> _Task brief_: When you find the line with "solid #fff;border-radius:50%;background:#1a73e8;box-shadow:0 0" among the records below, reproduce it and each line after it exactly, ending with the line with "-41px;filter:drop-shadow(0 1px 2px".

> _Provided material_:
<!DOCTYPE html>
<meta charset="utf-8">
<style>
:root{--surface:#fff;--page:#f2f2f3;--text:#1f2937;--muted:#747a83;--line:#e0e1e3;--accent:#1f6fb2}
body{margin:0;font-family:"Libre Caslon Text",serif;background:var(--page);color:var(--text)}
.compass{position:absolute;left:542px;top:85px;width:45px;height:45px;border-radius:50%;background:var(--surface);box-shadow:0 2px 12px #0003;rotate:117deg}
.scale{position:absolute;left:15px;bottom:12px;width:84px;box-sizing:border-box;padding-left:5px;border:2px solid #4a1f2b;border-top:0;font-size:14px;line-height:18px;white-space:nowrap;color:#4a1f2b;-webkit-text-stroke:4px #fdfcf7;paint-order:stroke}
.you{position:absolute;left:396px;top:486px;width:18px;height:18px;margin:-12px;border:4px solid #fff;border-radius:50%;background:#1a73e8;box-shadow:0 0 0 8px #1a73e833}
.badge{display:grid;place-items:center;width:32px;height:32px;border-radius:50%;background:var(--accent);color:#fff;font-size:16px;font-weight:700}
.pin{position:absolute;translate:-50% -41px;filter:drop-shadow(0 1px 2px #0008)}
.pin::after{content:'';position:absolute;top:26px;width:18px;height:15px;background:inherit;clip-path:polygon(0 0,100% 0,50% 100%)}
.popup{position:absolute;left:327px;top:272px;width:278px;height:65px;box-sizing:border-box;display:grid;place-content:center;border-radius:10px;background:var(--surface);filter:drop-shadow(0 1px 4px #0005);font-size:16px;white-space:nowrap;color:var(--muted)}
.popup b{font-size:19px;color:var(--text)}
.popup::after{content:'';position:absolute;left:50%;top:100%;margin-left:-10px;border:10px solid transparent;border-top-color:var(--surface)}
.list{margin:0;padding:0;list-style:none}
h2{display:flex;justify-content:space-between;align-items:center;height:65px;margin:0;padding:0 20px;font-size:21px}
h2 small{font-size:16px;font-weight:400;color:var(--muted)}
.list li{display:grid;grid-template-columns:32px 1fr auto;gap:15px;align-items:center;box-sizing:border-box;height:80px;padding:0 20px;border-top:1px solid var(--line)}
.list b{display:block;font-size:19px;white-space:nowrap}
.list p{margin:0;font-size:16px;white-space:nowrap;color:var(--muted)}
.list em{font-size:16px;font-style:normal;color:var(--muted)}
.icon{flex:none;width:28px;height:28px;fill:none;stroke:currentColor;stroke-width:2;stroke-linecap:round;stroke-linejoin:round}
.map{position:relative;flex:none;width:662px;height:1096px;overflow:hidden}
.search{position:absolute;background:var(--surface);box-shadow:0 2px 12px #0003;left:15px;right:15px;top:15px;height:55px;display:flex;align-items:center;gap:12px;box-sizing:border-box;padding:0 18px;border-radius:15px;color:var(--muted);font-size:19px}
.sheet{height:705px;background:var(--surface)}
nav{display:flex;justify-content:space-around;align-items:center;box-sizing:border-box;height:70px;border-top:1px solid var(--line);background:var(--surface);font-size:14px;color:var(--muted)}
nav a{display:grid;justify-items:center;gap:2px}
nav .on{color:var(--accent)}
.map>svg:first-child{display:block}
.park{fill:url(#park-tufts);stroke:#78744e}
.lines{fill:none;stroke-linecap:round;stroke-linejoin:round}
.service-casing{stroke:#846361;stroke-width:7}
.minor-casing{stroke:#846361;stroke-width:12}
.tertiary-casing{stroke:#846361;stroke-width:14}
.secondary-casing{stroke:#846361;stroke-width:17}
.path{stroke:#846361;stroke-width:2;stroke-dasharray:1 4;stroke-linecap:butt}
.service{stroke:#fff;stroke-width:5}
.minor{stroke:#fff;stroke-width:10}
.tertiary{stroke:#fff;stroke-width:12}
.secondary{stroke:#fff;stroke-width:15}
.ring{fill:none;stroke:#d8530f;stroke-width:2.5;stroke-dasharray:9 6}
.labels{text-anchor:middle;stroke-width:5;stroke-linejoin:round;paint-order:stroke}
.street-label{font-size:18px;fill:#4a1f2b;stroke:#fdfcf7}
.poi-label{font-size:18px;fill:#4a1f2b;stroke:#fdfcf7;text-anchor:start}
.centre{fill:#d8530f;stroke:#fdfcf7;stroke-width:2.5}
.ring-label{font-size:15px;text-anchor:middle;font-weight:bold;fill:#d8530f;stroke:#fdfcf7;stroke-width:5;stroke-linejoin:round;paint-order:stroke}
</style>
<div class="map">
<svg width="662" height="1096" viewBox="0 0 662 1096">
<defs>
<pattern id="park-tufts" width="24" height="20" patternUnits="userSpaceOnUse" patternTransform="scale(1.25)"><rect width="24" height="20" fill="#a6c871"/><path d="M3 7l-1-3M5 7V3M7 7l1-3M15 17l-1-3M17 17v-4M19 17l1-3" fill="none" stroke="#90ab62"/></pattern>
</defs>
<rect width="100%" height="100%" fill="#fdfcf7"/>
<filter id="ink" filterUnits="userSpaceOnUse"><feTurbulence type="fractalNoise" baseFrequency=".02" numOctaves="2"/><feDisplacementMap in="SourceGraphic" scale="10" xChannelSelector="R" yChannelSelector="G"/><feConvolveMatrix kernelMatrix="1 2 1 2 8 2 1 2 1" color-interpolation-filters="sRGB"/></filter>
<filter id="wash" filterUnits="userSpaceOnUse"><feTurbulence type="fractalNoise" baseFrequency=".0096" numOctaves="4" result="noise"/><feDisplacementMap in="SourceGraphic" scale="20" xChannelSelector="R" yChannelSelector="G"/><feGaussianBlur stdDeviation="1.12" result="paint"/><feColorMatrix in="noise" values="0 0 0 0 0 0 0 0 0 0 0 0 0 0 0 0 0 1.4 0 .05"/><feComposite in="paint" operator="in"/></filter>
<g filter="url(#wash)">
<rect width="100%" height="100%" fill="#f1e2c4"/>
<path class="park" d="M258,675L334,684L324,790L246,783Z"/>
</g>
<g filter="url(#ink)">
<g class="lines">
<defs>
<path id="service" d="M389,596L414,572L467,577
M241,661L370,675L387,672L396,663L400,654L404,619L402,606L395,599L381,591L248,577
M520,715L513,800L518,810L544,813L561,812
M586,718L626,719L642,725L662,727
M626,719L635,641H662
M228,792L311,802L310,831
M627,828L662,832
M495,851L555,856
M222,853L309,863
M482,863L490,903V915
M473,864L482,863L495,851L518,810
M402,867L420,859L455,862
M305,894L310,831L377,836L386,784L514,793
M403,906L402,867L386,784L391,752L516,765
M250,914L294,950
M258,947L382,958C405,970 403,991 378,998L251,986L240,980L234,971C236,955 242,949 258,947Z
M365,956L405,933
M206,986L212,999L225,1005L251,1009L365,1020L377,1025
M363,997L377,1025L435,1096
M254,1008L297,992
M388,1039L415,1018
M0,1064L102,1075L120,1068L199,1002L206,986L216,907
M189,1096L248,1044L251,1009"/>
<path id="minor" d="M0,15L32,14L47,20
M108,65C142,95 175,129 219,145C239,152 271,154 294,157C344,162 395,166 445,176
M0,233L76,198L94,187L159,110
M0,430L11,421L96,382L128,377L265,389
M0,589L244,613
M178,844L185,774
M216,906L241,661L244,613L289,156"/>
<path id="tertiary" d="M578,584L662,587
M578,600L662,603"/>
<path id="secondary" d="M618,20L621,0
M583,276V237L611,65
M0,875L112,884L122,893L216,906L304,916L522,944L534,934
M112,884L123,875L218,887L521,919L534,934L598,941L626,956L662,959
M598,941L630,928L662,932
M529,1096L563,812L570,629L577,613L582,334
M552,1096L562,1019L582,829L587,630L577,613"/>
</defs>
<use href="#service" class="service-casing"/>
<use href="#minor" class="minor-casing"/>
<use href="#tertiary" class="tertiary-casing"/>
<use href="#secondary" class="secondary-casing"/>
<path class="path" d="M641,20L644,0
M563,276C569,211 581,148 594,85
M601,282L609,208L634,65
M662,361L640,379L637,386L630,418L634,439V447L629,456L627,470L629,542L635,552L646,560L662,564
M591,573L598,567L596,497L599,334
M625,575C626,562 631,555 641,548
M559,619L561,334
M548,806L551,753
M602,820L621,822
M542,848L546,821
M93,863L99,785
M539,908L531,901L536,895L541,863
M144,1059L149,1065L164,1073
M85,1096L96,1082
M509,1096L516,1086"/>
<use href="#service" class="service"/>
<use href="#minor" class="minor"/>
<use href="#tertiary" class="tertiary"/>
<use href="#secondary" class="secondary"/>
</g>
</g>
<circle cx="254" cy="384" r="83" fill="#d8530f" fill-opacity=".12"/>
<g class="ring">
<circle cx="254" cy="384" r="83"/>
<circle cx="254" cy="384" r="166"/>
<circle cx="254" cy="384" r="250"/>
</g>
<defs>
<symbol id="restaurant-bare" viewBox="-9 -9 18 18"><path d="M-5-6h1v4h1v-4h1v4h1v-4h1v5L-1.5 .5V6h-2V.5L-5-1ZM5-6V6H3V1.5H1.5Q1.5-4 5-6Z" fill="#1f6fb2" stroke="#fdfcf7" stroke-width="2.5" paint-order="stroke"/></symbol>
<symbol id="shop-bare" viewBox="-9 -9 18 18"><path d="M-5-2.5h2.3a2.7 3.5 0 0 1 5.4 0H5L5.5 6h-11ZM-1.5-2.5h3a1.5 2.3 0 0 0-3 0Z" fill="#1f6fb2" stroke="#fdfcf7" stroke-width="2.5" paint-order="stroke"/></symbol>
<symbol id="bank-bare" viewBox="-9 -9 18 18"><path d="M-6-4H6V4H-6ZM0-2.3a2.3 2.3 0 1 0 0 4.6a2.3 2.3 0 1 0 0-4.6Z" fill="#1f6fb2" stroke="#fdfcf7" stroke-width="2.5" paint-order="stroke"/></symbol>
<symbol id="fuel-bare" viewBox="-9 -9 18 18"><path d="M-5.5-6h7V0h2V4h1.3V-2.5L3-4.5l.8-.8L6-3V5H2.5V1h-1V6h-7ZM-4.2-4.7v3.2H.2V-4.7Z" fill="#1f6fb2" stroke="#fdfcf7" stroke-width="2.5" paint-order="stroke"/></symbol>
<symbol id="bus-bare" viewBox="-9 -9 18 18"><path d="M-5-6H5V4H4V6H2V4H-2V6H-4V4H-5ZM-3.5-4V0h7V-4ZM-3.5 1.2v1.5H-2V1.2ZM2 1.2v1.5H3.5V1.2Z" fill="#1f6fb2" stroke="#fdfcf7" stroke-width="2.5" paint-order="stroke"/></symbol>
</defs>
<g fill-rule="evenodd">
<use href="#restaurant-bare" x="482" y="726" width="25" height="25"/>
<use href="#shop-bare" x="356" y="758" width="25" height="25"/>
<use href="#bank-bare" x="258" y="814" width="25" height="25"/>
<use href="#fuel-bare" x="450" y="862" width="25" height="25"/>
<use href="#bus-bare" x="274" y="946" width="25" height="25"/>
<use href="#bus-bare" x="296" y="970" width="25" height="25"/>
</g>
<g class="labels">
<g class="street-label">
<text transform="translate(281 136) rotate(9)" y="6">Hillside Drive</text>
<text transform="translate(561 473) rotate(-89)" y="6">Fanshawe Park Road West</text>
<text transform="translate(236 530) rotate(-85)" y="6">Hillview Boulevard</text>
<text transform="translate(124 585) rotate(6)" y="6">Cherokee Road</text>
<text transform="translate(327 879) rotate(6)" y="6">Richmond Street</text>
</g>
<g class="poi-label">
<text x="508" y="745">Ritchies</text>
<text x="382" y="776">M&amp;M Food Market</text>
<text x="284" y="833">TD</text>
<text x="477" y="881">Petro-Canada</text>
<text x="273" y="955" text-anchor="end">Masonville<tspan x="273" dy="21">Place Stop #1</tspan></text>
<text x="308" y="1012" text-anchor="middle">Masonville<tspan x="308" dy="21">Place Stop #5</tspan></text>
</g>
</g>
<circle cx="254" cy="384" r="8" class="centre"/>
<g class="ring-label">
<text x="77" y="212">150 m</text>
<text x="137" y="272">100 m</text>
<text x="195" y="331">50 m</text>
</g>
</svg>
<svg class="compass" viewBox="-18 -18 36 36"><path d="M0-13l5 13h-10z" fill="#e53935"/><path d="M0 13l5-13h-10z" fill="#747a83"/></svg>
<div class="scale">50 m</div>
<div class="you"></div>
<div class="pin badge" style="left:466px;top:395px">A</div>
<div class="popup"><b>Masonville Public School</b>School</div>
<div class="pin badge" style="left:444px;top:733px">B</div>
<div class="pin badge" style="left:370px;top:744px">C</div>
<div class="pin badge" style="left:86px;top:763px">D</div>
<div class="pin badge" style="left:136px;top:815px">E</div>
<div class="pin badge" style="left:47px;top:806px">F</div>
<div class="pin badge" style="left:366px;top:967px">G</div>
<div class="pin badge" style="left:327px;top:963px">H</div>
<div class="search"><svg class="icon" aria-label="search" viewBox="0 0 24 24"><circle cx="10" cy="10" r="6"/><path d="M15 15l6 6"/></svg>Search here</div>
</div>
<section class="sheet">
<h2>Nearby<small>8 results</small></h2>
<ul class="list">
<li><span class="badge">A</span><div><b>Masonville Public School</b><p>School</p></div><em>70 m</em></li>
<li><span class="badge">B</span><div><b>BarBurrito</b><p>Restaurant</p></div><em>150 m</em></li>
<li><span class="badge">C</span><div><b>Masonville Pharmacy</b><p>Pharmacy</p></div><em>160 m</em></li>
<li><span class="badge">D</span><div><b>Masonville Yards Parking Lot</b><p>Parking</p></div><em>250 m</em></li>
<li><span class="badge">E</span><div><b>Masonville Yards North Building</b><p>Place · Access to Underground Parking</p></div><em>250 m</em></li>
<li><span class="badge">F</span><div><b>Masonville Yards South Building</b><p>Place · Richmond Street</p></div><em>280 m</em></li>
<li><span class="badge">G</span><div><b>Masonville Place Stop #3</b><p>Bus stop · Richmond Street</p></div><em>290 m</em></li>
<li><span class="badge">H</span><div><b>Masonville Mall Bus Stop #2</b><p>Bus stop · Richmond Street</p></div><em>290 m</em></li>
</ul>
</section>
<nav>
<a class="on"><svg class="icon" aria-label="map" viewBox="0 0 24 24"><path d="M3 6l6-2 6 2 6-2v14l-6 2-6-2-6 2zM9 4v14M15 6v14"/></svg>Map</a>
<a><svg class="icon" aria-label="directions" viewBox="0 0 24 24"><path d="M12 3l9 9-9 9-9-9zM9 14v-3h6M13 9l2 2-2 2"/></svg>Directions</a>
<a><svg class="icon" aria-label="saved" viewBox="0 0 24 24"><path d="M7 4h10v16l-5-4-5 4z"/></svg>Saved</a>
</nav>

> _Result of the exercise_:
.you{position:absolute;left:396px;top:486px;width:18px;height:18px;margin:-12px;border:4px solid #fff;border-radius:50%;background:#1a73e8;box-shadow:0 0 0 8px #1a73e833}
.badge{display:grid;place-items:center;width:32px;height:32px;border-radius:50%;background:var(--accent);color:#fff;font-size:16px;font-weight:700}
.pin{position:absolute;translate:-50% -41px;filter:drop-shadow(0 1px 2px #0008)}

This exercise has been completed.